Na cidade sem limites,
Apressada, vigiada e sem juízo,
Transeuntes peregrinando com passos rápidos e sistemáticos,
Rostos anônimos que compõem a anônima paisagem.
Pelos cantos das calçadas,
Gente jogada como saco de lixo humano,
Perambulando sem destino pelas ruas sem morada,
Revirando latas, rosnando a dor e carregando a fome.
Na longa maré da multidão angustiada,
Entre a falta da grana, pranto descomedido e atormentada solidão,
Assola o desespero pela luta de um dia adicional de sobrevivência,
Os recursos desnivelados e a opressão intangível se ampliam de acordo com o volume da carteira.
Carros em fileiras sem fim buzinam de forma frenética,
Motoristas salivam paranóicos atrás do volante,
A transgressão ditando os rumos da linguagem castrada,
Todos são inimigos de todos no reino da absurda insensatez.
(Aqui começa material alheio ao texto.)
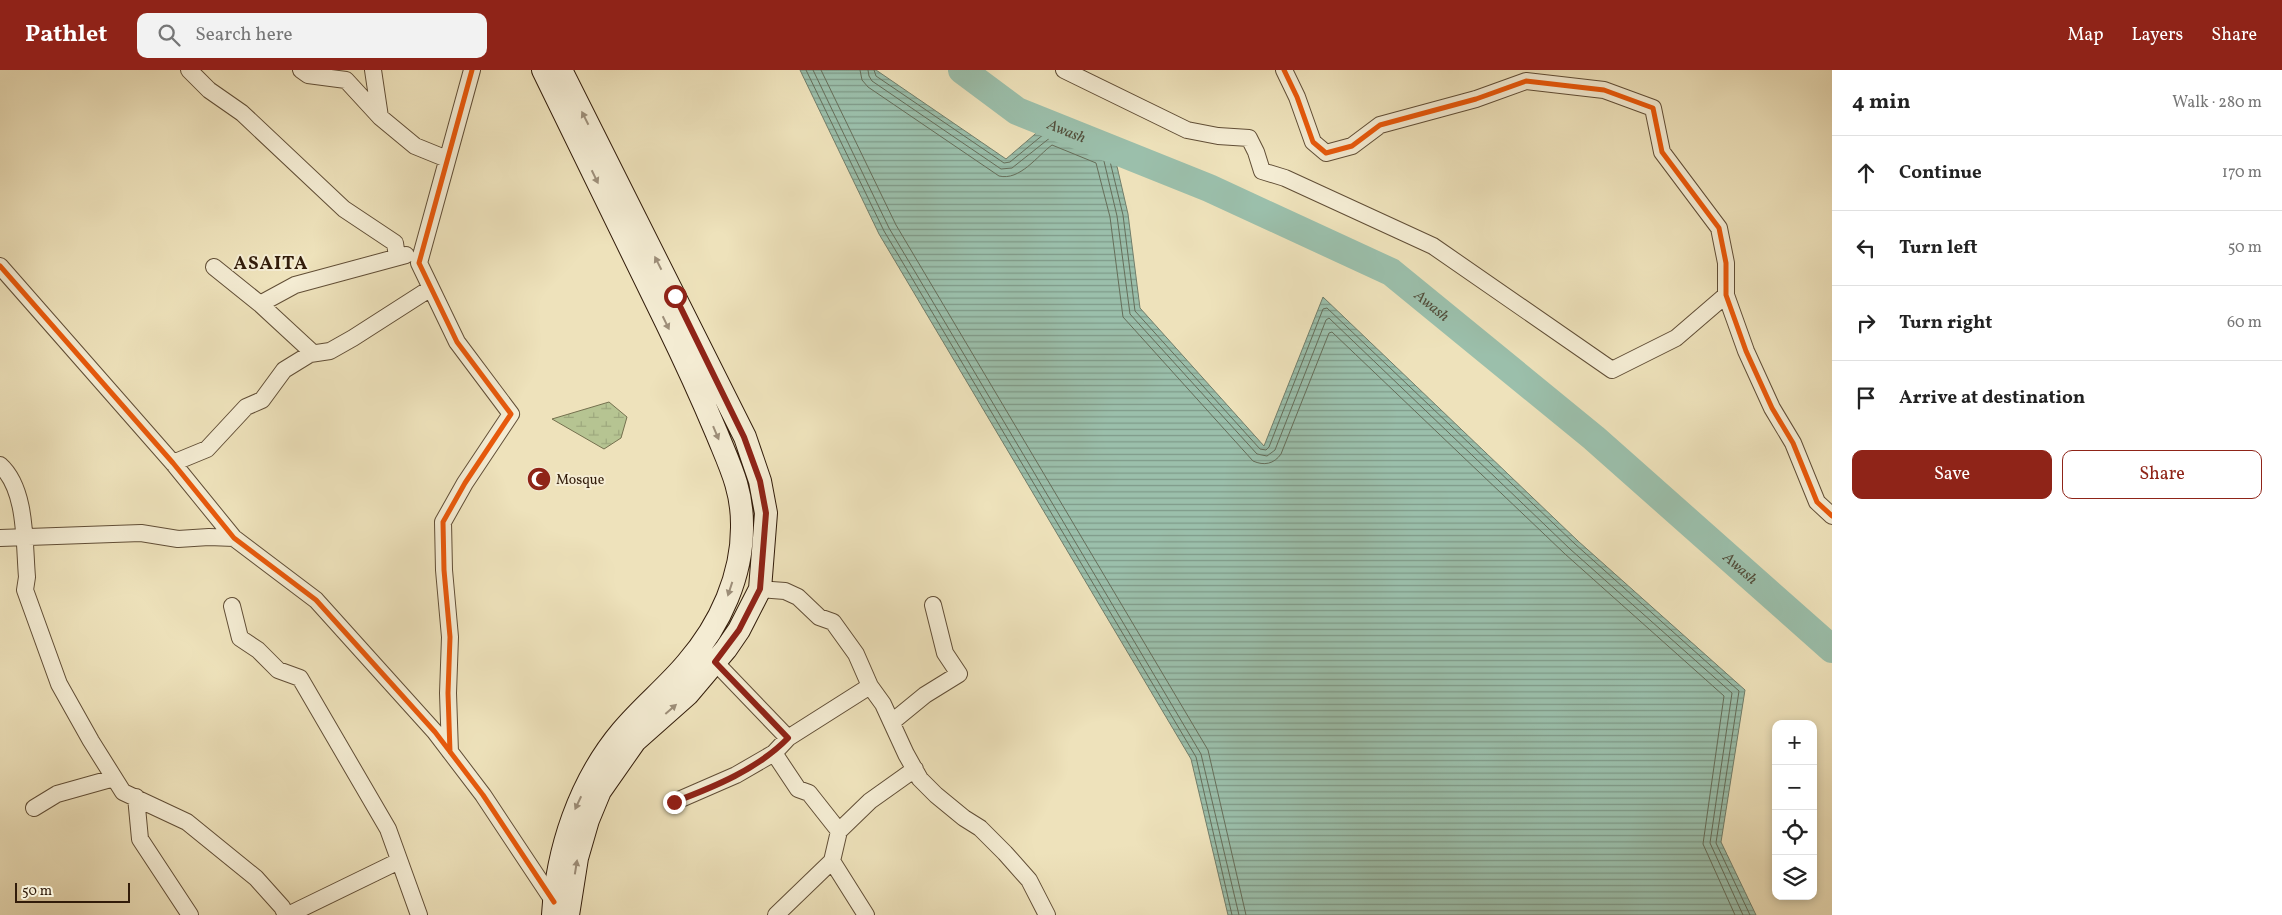 <!DOCTYPE html>
<html lang="en">
<head>
<meta charset="utf-8">
<style>
	body { margin:0; font-family:Vollkorn,serif; background:#f2f2f2; color:#222 }
	.controls { position:absolute; right:15px; bottom:15px; display:grid; overflow:hidden; border-radius:10px; box-shadow:0 2px 8px #0003 }
	.controls button { width:45px; height:45px; display:grid; place-items:center; padding:0; border:0; border-bottom:1px solid #e0e0e0; background:#fff; color:#222; font:25px sans-serif }
	.scale { position:absolute; left:15px; bottom:12px; width:115px; box-sizing:border-box; padding-left:5px; border:2px solid #321c0a; border-top:0; font-size:14px; line-height:18px; white-space:nowrap; color:#321c0a; -webkit-text-stroke:4px #f4ecd3; paint-order:stroke }
	.stop { position:absolute; width:15px; height:15px; margin:-11px; border:4px solid #8f2418; border-radius:50%; background:#fff }
	.stop.end { background:#8f2418; border-color:#fff; box-shadow:0 1px 5px #0008 }
	.list { margin:0; padding:0; list-style:none }
	h2 { display:flex; justify-content:space-between; align-items:center; height:65px; margin:0; padding:0 20px; font-size:21px }
	h2 small { font-size:16px; font-weight:400; color:#767676 }
	.list li { display:grid; grid-template-columns:32px 1fr auto; gap:15px; align-items:center; box-sizing:border-box; height:75px; padding:0 20px; border-top:1px solid #e0e0e0 }
	.list b { display:block; font-size:19px; white-space:nowrap }
	.list em { font-size:16px; font-style:normal; color:#767676 }
	.actions { display:flex; gap:10px; padding:15px 20px }
	.actions a { flex:1; padding:11px 0; border:1px solid #8f2418; border-radius:10px; text-align:center; font-size:18px; color:#8f2418 }
	.actions .main { background:#8f2418; color:#fff }
	.icon { flex:none; width:28px; height:28px; fill:none; stroke:currentColor; stroke-width:2; stroke-linecap:round; stroke-linejoin:round }
	.map { position:relative; flex:none; width:1832px; height:845px; overflow:hidden }
	header { display:flex; align-items:center; gap:30px; box-sizing:border-box; height:70px; padding:0 25px; background:#8f2418; color:#fff }
	header strong { font-size:24px }
	nav { display:flex; gap:28px; margin-inline-start:auto; font-size:18px }
	.search { width:350px; height:45px; background:#f2f2f2; display:flex; align-items:center; gap:12px; box-sizing:border-box; padding:0 18px; border-radius:10px; color:#767676; font-size:19px }
	main { display:flex }
	aside { flex:1; background:#fff }
	.map>svg:first-child { display:block }
	.wetland { fill:url(#wetland-marsh); stroke:#74704e }
	.water { fill:url(#water-rules); stroke:#717e6b }
	.lines { fill:none; stroke-linecap:round; stroke-linejoin:round }
	.shore { stroke:#666e5a; stroke-width:1 }
	.river { stroke:#9bbfab; stroke-width:28 }
	.minor-casing { stroke:#614e36; stroke-width:18 }
	.secondary-casing { stroke:#321c0a; stroke-width:24 }
	.minor { stroke:#f4ecd3; stroke-width:16 }
	.secondary { stroke:#f4ecd3; stroke-width:22 }
	.cycleway-casing { stroke:#f4ecd3; stroke-width:8 }
	.cycleway { stroke:#e8590c; stroke-width:5 }
	.oneway { fill:#9d8e79 }
	.route { stroke:#8f2418; stroke-width:6 }
	.labels { text-anchor:middle; stroke-width:4; stroke-linejoin:round; paint-order:stroke }
	.poi-label { font-size:14px; fill:#321c0a; stroke:#f4ecd3; text-anchor:start }
	.water-label { font-size:15px; font-style:italic; fill:#524d3a; stroke:#f4ecd3 }
	.district-label { font-size:19px; font-weight:bold; letter-spacing:1px; fill:#321c0a; stroke:#f4ecd3 }
</style>
</head>
<body>
<header>
<strong>Pathlet</strong>
<div class="search"><svg class="icon" aria-label="search" viewBox="0 0 24 24"><circle cx="10" cy="10" r="6"/><path d="M15 15l6 6"/></svg>Search here</div>
<nav><a>Map</a><a>Layers</a><a>Share</a></nav>
</header>
<main>
<div class="map">
<svg width="1832" height="845" viewBox="0 0 1832 845">
	<defs>
		<pattern id="wetland-marsh" width="20" height="14" patternUnits="userSpaceOnUse" patternTransform="scale(1.25)"><rect width="20" height="14" fill="#b6c492"/><path d="M1 5h8M5 5V1M11 12h8M15 12V8" fill="none" stroke="#9da87d"/></pattern>
		<pattern id="water-rules" width="6" height="5" patternUnits="userSpaceOnUse" patternTransform="scale(1.25)"><rect width="6" height="5" fill="#9bbfab"/><path d="M0 2.5h6" fill="none" stroke="#7f9a89"/></pattern>
	</defs>
	<rect width="100%" height="100%" fill="#eee2bb"/>
	<filter id="stains"><feTurbulence type="fractalNoise" baseFrequency=".004" numOctaves="4"/><feColorMatrix values="0 0 0 0 .2 0 0 0 0 .09 0 0 0 0 .02 0 0 0 .5 -.17"/></filter>
	<radialGradient id="worn" r=".72"><stop offset=".6" stop-color="#630" stop-opacity="0"/><stop offset="1" stop-color="#630" stop-opacity=".3"/></radialGradient>
	<path class="wetland" d="M609 332 627 347 621 368 604 379 552 349Z"/>
	<path class="water" d="M800 0H876L1006 89 1048 53 1113 79 1128 144 1140 238 1264 376 1323 227 1578 471 1745 620 1721 772 1756 845H1228L1191 689 879 164Z"/>
	<g class="lines">
		<path class="shore" d="M806 0 884 161 1196 687 1232 845
			M813 0 889 158 1201 684 1239 845
			M821 0 896 155 1208 680 1246 845
			M860 0 862 10 868 17 999 106C1020 111 1037 86 1052 75L1096 93 1110 147 1123 247 1253 391C1264 396 1274 394 1281 384L1329 263 1332 262 1565 484 1724 626 1703 774 1735 845
			M868 0 869 6 872 11 1001 99 1012 98 1051 67 1103 87 1117 146 1130 244 1257 384 1267 386 1275 380 1326 250 1329 248 1570 479 1732 623 1710 773 1743 845
			M874 0 876 6 1004 93 1010 92 1050 59 1108 83 1123 145 1135 241 1260 379 1266 380 1269 377 1323 239 1327 238 1575 474 1739 621 1716 773 1750 845"/>
		<path class="river" id="s1" d="M962 0 1017 41 1209 118 1391 202 1594 368 1832 579"/>
		<g class="minor-casing">
			<path id="minor" d="M189 0 209 20 242 43 344 139 395 173 397 187
				M301 0 308 5 346 10 380 47 415 76 447 89
				M373 0 380 47
				M1064 0 1187 60 1218 66 1249 68 1256 82 1262 101 1285 108 1433 176 1612 300 1676 268 1726 225
				M1284 0 1297 27 1313 72 1326 83 1352 76 1380 55 1476 29 1526 11 1604 20 1653 38 1662 82 1719 158 1726 193V225L1746 281 1772 338 1793 373 1817 432 1832 446
				M0 196 173 393 234 468 316 530 435 662 483 725 554 832
				M214 197 260 234 313 283
				M260 234 295 215 406 185
				M173 393 207 379 246 337 262 330 284 300 310 284 330 281 353 268 431 218
				M0 395C27 419 24 473 27 507L25 520 59 614 91 671 123 722 187 752 256 808 282 837 286 845
				M0 468 141 463 178 469 209 467 234 468
				M760 519 785 521 798 527 819 547 833 552 856 584 870 616 883 634 906 684 920 709 936 725 964 748 980 758 1005 783 1029 810 1047 845
				M232 536 240 568 258 580 278 600 300 608 388 759 419 845
				M715 592 788 668 870 616
				M892 652 925 625 959 604 945 583 933 535
				M450 682 448 623 450 567 444 500 443 452 465 413 511 344 457 272 419 193 472 0
				M136 727 140 769 190 845
				M674 732 736 705 774 683
				M34 738 57 724 114 708
				M839 761 870 731 915 699
				M832 791 866 845
				M288 845 399 791
				M776 845 832 791 839 761 809 723 798 719 774 683 788 668"/>
		</g>
		<g class="secondary-casing">
			<path id="secondary" d="M543 0C584 84 625 168 666 252 684 289 701 326 717 364 730 396 742 419 742 454 743 505 720 555 687 593 667 617 642 637 622 661 579 712 557 780 553 845
				M561 0 745 367 760 411 766 443 760 519 739 560 726 579 688 624 635 671 600 721 588 750 577 788 568 845"/>
		</g>
		<use href="#minor" class="minor"/>
		<use href="#secondary" class="secondary"/>
		<g class="cycleway-casing">
			<path id="cycleway" d="M1284 0 1297 27 1313 72 1326 83 1352 76 1380 55 1476 29 1526 11 1604 20 1653 38 1662 82 1719 158 1726 193V225L1746 281 1772 338 1793 373 1817 432 1832 446
				M0 196 173 393 234 468 316 530 435 662 483 725 554 832
				M450 682 448 623 450 567 444 500 443 452 465 413 511 344 457 272 419 193 472 0"/>
		</g>
		<use href="#cycleway" class="cycleway"/>
	</g>
	<defs><path id="oneway-solid" d="M-6-.8H1V-3.2L6.5 0L1 3.2V.8H-6Z" transform="scale(1.25)"/></defs>
	<g class="oneway">
		<use href="#oneway-solid" transform="translate(585 48) rotate(-117)"/>
		<use href="#oneway-solid" transform="translate(595 107) rotate(64)"/>
		<use href="#oneway-solid" transform="translate(658 193) rotate(-117)"/>
		<use href="#oneway-solid" transform="translate(666 253) rotate(64)"/>
		<use href="#oneway-solid" transform="translate(716 363) rotate(67)"/>
		<use href="#oneway-solid" transform="translate(730 519) rotate(108)"/>
		<use href="#oneway-solid" transform="translate(671 639) rotate(-41)"/>
		<use href="#oneway-solid" transform="translate(578 733) rotate(115)"/>
		<use href="#oneway-solid" transform="translate(576 797) rotate(-81)"/>
	</g>
	<g class="lines">
		<path class="route" d="M674 732C714 717 758 699 788 668L715 592 739 560 760 519 766 443 760 411 744 367 675 226"/>
	</g>
	<defs>
		<g id="mosque-disc" transform="scale(1.25)"><circle r="9.5" fill="#8f2418" stroke="#f4ecd3"/><path d="M3.5-4.9A6 6 0 1 0 3.5 4.9A5 5 0 1 1 3.5-4.9Z" fill="#fff"/></g>
	</defs>
	<g fill-rule="evenodd">
		<use href="#mosque-disc" x="539" y="409"/>
	</g>
	<g class="labels">
		<g class="poi-label">
			<text x="556" y="414">Mosque</text>
		</g>
		<g class="water-label">
			<text dy="5" stroke="none"><textPath href="#s1" startOffset="122">Awash</textPath></text>
			<text dy="5" stroke="none"><textPath href="#s1" startOffset="529">Awash</textPath></text>
			<text dy="5" stroke="none"><textPath href="#s1" startOffset="934">Awash</textPath></text>
		</g>
		<g class="district-label">
			<text x="271" y="199">ASAITA</text>
		</g>
	</g>
	<rect width="100%" height="100%" filter="url(#stains)"/>
	<rect width="100%" height="100%" fill="url(#worn)"/>
</svg>
<div class="controls">
<button>+</button>
<button>−</button>
<button><svg class="icon" aria-label="locate" viewBox="0 0 24 24"><circle cx="12" cy="12" r="6"/><path d="M12 2v4M12 18v4M2 12h4M18 12h4"/></svg></button>
<button><svg class="icon" aria-label="layers" viewBox="0 0 24 24"><path d="M12 4l9 5-9 5-9-5zM3 14l9 5 9-5"/></svg></button>
</div>
<div class="scale">50 m</div>
<div class="stop" style="left:675px;top:226px"></div>
<div class="stop end" style="left:674px;top:732px"></div>
</div>
<aside>
<h2>4 min<small>Walk · 280 m</small></h2>
<ul class="list">
<li><svg class="icon" aria-label="ahead" viewBox="0 0 24 24"><path d="M12 20V5M6 11l6-6 6 6"/></svg><div><b>Continue</b></div><em>170 m</em></li>
<li><svg class="icon" aria-label="left" viewBox="0 0 24 24"><path d="M17 20v-9H6M10 6l-5 5 5 5"/></svg><div><b>Turn left</b></div><em>50 m</em></li>
<li><svg class="icon" aria-label="right" viewBox="0 0 24 24"><path d="M7 20v-9h11M14 6l5 5-5 5"/></svg><div><b>Turn right</b></div><em>60 m</em></li>
<li><svg class="icon" aria-label="arrive" viewBox="0 0 24 24"><path d="M6 21V4h12l-3 4 3 4H6"/></svg><div><b>Arrive at destination</b></div></li>
</ul>
<div class="actions"><a class="main">Save</a><a>Share</a></div>
</aside>
</main>
</body>
</html>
No passo acanhadamente apressado,
Na bolsa bem aderente ao corpo e o celular na mão,
No olhar desconfiado com pupilas dilatadas,
A indústria do medo lucrando e corroendo qualquer segurança mundana.
No palco da indiferença coletiva a miséria é o espetáculo,
Mãos esticadas implorando trocados acenam para câmeras eletrônicas,
Meninos nos faróis entre a mendicância e os primeiros furtos juvenis,
Os filhos da pátria de putas anônimas diluídos como excrementos sociais.
A multidão homogeneamente heterogênea e disforme,
Encarna a liturgia da transubstanciação etérea via realização pelo consumo,
Na vastidão da falta, a sede insaciável do desejo é nunca satisfeita,
A felicidade ingênua e fugaz no tilintar da máquina registradora.
Nas ruas afloram como metástase,
Barracas e banquetas dos proletários do Terceiro Milênio,
Berrando incessantemente pela supervalorização de suas mercadorias,
As deletérias faces da exploração anônima do trabalho invisível.
O inchaço endógeno da multidão cerceada nas senzalas modernas,
Entre córregos, ratos, controle remoto e mar de parabólicas,
A podridão que vem da boca de fome e fumo fornecendo matéria-prima para narizes platinados,
A repressão desgovernada que humilha a todos e transforma a paisagem em praça de guerra.
Das réplicas piratas aos passes do pai-de-santo da beira da calçada,
As vozes vociferantes dos oradores alienados de Cristo se confundem com buzinas automotivas,
Passos apressados da multidão ziguezagueando em procissão,
Na batalha fratricida regida pelas leis de Darwin.
Dos que podem comprar suas egocêntricas bolhas de pseudo-segurança,
Diante da multidão, cada abrigo se transforma num bunker particular,
A vida sitiada entre câmeras, polícia privada, grades e neuras,
O inimigo acorda toda manhã diante do espelho.
Ninguém tem rosto algum,
Ninguém tem alma nenhuma,
Ninguém tem absolutamente nada,
Mas há aqueles que se servem do cartão de crédito na autofagia do consumo.
Multidão de bocas e olhos anônimos,
Uns clamam para algum Deus,
Outros assassinam sem piedade qualquer esperança,
A vida valendo bem menos do que algumas migalhas.
Multidão que se multiplica,
Que mata, morre e regenera consumindo tudo a sua volta,
Canibalizando sem tréguas uns aos outros,
Construindo a matéria sem partilhar riquezas ou solidariedade.
Guerras subterrâneas polvilhadas ao redor do planeta,
A multidão sedenta por sangue e salvação,
Devorando uns aos outros sem direito às cenas de mocinhos ou vilões,
Será que algum dia a tal Paz deixará as catacumbas do seu meretrício metafórico?